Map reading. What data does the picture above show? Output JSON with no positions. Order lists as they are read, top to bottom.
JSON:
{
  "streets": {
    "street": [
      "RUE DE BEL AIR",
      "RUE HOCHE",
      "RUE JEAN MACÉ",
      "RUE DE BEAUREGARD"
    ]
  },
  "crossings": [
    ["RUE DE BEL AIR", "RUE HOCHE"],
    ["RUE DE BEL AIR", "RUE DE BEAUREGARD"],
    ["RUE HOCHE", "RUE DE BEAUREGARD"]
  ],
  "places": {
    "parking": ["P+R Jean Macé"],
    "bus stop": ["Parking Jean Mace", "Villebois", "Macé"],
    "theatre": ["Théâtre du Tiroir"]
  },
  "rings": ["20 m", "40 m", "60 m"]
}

+ + + +

AIM OF THE TASK -> An exact copy of every entry is required.

RESULT OF THE EXERCISE ->
Map reading. What data does the picture above show? Output JSON with no positions. Order lists as they are read, top to bottom.
JSON:
{
  "streets": {
    "street": [
      "RUE DE BEL AIR",
      "RUE HOCHE",
      "RUE JEAN MACÉ",
      "RUE DE BEAUREGARD"
    ]
  },
  "crossings": [
    ["RUE DE BEL AIR", "RUE HOCHE"],
    ["RUE DE BEL AIR", "RUE DE BEAUREGARD"],
    ["RUE HOCHE", "RUE DE BEAUREGARD"]
  ],
  "places": {
    "parking": ["P+R Jean Macé"],
    "bus stop": ["Parking Jean Mace", "Villebois", "Macé"],
    "theatre": ["Théâtre du Tiroir"]
  },
  "rings": ["20 m", "40 m", "60 m"]
}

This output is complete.